So I’m back again. I went right back to work the morning after I got home. I’ve even started the laundry and been to the grocery store. But before I forget, here are some pictures.
Here’s where we started:
Our original plan was to spend the first night just before Avery Peak, a goal that proved impossible, especially because we didn’t even enter the woods until one in the afternoon.
Entering the woods is a bit like entering the Room of Requirement — you know it’s there, but you can’t quite find the place where you enter. Eventually, though, we did.
So we walked in, and walked and walked and walked and realized that we were only going to be able to be able to go five miles if we wanted to stop at a reasonable time. We camped by this lake. (You can see the two tall peaks called the Horns to come in the background. There are two much taller peaks that you can’t even see behind them, and our original plan was to sleep between those.)
This is the view on Friday morning, having climbed up to the Horns. That’s Sugarloaf, the ski resort, shrouded in clouds.
And from the other side, this is Flagstaff Lake, a reservoir on the Dead River which covers a drowned town.
Here’s a picture of the trail. It was pretty much all like that.
And here’s a picture of what was left to climb behind the Horns, halfway through the second day — that’s West Peak in front of (almost blocking) Avery Peak, and behind them both Little Bigelow.
And here’s looking back to the Horns.
Here’s the trail up West Peak. It was awful. We would have done it in the middle of the night had we kept going that first night. Not smart.
Here’s Lynn on top of West Peak, with a view of Avery peak behind.
Here’s Lynn on Avery, worrying about her son who had been calling from Spain. (He’s fine.)
And views (see how the clouds reflect in the lake?)
and the way down — with Little Bigelow ahead.
The descent on the second day was murderous, but we made it, and slept in a little valley before Little Bigelow, which we climbed on Saturday. We met N and her roommate J on top. and then descended to the leanto where they had left the heavy stuff, including the gas canister that actually fit the stove Lynn and I were carrying.
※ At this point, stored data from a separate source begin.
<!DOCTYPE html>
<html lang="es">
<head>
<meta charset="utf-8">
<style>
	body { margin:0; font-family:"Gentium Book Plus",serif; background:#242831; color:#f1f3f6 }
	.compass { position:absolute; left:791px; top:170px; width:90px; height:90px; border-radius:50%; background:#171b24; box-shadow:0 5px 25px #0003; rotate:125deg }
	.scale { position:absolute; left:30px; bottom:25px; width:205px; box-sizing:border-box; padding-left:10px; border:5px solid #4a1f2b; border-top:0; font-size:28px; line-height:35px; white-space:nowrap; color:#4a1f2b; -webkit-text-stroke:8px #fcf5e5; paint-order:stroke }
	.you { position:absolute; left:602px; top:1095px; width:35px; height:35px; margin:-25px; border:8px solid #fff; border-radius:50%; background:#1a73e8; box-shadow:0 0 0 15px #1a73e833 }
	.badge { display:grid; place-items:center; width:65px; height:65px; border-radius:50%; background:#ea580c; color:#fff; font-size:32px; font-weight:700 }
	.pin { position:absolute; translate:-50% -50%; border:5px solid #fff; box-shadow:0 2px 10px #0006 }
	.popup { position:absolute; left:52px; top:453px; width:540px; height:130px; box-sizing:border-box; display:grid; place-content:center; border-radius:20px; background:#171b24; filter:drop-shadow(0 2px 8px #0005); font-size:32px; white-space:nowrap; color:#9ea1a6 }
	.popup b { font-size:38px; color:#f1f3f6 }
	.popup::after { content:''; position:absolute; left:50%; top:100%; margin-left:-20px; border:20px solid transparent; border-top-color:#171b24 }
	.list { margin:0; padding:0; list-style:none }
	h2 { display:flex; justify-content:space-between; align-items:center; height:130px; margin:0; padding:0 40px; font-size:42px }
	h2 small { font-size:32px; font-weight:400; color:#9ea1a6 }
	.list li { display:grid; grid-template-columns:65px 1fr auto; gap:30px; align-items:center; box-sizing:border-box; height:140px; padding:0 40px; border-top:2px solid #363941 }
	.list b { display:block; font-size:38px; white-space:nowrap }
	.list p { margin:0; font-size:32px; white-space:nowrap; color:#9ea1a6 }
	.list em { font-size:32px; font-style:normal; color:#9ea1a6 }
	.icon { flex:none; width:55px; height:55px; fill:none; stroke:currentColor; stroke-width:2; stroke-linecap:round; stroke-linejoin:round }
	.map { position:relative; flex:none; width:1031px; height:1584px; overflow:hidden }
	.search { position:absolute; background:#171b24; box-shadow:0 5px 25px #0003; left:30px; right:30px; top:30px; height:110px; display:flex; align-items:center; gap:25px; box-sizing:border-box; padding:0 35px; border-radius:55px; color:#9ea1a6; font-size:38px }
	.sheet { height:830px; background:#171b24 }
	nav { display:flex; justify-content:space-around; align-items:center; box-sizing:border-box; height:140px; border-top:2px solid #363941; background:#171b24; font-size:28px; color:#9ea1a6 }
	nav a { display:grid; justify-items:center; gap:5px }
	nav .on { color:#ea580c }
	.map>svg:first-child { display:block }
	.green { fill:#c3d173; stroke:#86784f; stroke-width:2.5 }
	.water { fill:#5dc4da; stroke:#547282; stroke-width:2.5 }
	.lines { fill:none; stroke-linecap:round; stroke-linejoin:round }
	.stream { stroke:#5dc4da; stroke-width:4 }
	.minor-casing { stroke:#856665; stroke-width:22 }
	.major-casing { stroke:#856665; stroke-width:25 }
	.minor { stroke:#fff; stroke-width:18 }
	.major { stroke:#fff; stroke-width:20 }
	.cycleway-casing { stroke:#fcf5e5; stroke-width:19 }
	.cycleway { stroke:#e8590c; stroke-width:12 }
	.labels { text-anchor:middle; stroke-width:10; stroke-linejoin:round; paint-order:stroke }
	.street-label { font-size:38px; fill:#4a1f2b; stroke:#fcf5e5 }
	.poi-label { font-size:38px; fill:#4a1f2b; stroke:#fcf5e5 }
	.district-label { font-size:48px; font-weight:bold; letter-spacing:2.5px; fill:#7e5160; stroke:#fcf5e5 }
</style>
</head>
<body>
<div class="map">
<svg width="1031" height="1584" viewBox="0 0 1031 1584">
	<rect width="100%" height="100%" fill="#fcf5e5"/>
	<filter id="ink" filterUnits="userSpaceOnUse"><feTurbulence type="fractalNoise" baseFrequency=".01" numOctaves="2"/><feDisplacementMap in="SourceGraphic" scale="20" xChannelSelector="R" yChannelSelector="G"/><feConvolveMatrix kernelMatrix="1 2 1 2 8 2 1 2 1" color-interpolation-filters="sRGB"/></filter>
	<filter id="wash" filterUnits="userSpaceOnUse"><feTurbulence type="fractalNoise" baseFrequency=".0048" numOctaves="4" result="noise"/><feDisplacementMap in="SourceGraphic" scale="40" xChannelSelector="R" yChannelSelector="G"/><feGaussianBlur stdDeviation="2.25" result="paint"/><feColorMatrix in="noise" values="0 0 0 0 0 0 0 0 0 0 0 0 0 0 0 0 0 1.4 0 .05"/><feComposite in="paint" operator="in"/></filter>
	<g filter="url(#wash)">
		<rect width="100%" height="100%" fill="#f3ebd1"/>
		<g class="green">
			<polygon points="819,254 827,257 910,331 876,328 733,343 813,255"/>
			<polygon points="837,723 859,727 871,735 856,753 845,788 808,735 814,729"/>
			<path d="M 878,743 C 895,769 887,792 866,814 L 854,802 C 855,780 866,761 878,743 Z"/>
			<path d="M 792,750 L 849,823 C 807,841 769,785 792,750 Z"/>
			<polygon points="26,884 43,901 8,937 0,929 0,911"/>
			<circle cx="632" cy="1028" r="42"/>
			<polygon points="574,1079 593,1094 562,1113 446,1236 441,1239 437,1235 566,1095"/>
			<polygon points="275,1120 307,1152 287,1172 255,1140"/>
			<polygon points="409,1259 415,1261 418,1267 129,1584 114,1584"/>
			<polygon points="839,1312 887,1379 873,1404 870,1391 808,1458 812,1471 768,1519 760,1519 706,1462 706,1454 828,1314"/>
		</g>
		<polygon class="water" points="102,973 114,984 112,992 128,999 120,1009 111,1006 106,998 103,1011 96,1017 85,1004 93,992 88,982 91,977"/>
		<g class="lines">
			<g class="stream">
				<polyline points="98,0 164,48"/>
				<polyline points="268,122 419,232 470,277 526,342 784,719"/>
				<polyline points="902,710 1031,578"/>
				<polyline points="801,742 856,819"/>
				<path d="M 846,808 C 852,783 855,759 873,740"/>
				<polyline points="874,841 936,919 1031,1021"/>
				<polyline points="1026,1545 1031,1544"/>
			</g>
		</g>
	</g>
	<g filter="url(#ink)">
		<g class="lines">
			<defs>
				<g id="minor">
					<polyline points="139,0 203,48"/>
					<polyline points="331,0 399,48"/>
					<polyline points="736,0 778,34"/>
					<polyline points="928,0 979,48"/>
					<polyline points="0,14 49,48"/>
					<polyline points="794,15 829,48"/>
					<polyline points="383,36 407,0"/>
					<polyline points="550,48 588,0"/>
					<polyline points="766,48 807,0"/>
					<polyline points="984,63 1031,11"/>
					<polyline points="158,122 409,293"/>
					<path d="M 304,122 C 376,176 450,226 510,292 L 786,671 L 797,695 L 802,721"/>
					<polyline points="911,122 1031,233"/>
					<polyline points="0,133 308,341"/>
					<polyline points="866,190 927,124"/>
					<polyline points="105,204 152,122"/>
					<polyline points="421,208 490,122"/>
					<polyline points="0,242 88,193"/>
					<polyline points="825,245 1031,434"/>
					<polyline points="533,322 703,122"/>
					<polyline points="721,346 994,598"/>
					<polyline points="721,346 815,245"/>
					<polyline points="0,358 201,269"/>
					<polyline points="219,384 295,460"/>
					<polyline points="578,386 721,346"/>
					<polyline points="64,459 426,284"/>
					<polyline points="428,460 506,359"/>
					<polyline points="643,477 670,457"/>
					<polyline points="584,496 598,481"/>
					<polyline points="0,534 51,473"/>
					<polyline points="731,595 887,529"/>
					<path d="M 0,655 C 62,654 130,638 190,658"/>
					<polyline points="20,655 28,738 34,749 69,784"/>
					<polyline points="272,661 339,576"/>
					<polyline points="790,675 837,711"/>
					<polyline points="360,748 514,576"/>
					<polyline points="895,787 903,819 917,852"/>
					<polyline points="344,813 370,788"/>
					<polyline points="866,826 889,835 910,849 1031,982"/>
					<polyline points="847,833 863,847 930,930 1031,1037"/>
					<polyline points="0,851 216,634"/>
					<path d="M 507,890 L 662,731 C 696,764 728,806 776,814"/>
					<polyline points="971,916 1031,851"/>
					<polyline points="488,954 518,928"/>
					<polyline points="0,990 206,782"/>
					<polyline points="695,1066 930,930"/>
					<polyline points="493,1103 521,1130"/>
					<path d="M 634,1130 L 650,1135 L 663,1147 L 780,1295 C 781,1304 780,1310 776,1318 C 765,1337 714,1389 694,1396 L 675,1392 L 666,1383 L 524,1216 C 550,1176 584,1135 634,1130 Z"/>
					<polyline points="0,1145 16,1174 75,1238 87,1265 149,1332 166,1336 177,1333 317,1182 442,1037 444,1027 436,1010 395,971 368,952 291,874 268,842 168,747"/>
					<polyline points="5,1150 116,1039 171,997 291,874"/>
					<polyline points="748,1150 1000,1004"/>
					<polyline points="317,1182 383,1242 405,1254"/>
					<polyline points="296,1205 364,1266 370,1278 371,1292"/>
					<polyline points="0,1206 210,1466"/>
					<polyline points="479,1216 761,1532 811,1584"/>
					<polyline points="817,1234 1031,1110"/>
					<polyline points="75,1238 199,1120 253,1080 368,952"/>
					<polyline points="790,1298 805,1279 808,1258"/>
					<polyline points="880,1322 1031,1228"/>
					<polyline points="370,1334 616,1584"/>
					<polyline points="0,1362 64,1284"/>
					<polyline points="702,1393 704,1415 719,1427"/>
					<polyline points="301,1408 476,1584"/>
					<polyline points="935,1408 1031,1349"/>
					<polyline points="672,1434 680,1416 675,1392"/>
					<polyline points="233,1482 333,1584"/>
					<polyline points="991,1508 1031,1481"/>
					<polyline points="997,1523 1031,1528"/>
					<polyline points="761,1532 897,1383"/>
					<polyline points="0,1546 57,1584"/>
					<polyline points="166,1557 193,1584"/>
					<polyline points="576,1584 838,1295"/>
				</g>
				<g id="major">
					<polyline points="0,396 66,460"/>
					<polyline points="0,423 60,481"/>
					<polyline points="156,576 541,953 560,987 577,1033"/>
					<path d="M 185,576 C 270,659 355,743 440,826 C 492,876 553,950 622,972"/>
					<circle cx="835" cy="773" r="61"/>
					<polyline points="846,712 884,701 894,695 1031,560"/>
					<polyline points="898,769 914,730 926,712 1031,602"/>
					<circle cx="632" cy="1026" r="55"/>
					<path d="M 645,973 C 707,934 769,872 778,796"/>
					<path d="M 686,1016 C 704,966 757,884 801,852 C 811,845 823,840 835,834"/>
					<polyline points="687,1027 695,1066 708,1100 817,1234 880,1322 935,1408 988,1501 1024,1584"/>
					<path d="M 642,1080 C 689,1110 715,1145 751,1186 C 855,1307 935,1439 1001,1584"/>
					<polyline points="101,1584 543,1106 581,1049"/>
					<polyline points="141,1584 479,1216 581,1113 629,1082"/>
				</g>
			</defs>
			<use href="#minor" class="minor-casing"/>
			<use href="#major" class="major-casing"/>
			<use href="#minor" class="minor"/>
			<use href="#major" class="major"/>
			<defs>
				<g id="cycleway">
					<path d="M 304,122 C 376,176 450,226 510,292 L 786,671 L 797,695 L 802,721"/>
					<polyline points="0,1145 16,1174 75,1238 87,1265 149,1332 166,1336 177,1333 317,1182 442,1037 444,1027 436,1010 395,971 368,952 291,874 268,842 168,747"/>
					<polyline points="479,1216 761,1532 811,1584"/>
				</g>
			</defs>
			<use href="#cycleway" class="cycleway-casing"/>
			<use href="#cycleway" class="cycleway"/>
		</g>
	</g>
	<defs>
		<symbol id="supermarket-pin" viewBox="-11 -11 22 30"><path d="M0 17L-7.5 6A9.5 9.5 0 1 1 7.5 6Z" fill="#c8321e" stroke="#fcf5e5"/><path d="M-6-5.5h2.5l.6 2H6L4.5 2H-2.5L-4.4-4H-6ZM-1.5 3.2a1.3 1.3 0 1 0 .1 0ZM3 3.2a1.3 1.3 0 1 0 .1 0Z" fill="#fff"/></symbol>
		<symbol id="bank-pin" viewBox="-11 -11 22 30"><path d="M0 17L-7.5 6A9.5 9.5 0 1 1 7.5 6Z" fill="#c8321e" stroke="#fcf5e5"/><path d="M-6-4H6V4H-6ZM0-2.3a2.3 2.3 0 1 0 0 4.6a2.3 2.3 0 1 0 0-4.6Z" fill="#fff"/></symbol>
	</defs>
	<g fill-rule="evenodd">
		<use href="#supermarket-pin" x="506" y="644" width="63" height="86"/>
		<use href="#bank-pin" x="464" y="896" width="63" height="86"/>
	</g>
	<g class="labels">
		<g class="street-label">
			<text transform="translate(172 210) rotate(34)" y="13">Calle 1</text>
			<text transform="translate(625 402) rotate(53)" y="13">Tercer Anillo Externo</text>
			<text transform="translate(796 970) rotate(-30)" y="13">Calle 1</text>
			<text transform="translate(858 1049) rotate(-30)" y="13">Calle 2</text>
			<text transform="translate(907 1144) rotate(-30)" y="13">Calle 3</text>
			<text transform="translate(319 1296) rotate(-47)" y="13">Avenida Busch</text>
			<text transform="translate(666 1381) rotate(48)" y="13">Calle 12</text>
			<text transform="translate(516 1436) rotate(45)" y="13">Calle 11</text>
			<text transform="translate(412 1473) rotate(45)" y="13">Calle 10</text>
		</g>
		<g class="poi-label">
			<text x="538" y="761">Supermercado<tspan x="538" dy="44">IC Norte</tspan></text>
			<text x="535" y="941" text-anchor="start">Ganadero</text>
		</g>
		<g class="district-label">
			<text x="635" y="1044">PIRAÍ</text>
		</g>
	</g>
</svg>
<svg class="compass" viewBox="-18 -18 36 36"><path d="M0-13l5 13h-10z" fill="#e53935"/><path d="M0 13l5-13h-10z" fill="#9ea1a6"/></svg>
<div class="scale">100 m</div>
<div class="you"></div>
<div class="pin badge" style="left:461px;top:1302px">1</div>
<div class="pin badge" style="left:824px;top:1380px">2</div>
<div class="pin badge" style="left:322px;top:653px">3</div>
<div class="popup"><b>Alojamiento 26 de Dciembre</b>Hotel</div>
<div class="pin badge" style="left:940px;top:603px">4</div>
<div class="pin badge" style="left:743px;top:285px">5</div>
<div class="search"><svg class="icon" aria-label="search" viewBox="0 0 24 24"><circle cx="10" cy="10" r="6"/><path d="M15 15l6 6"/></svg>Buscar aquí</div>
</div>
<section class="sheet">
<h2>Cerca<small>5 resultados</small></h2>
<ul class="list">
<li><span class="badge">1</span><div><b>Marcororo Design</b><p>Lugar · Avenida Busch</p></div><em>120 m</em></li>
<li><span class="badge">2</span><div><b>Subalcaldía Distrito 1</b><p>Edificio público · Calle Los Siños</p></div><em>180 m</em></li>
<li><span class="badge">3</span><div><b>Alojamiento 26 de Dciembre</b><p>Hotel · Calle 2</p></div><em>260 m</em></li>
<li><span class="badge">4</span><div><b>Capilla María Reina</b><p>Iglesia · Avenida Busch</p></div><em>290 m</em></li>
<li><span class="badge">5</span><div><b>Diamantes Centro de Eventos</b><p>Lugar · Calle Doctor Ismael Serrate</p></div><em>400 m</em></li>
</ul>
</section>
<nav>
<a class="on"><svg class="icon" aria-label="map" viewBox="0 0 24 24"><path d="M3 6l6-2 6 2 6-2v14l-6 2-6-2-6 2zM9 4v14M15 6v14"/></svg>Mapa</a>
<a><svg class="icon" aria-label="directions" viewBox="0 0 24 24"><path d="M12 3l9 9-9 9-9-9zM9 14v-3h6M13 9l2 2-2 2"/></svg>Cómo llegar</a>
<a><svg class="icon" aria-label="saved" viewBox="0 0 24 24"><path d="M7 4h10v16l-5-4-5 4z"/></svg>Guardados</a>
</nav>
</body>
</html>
Ahem.
Sunday morning we hiked out and Lynn left to drive down to Rhode Island. N and J and I drove into the woods on dirt roads in search of swamps, which we found, and then drove home.
We learned a few things.
- We don’t actually need a stove, and it’s heavy.
- We need to figure out how to carry less, because we are old.
- We need to build up to better mileage, but currently, and arguably hiking over some difficult terrain, we can’t go more than about 6 miles/day.
- If you’re hiking in Maine, there’s a whole network of dirt roads that you probably shouldn’t count on being able to drive. Although you might be able to.
In the parking lot on the way out, we met two seventy-year-old twins from North Carolina who were hiking the trail. They’re doing the hard parts first, because they know they may not be able to do them later. Also, because they like to sleep in beds and drink wine with dinner, they are doing the whole thing as a series of day hikes. I found them inspirational.
Anyway — we’ve begun now. It almost felt more like an exploratory mission than the actual beginning of our adventure, but we learned a lot, and knocked a hard climb off our list, too, so I think we can count it as a success.
I’m going to see if I can coax Lynn down to Pennsylvania at the end of this month when we take M back to school and stop in to see K’s mother. I sent away for the PA maps already, and I’m going to start going on longer day hikes around here just to build up a little endurance.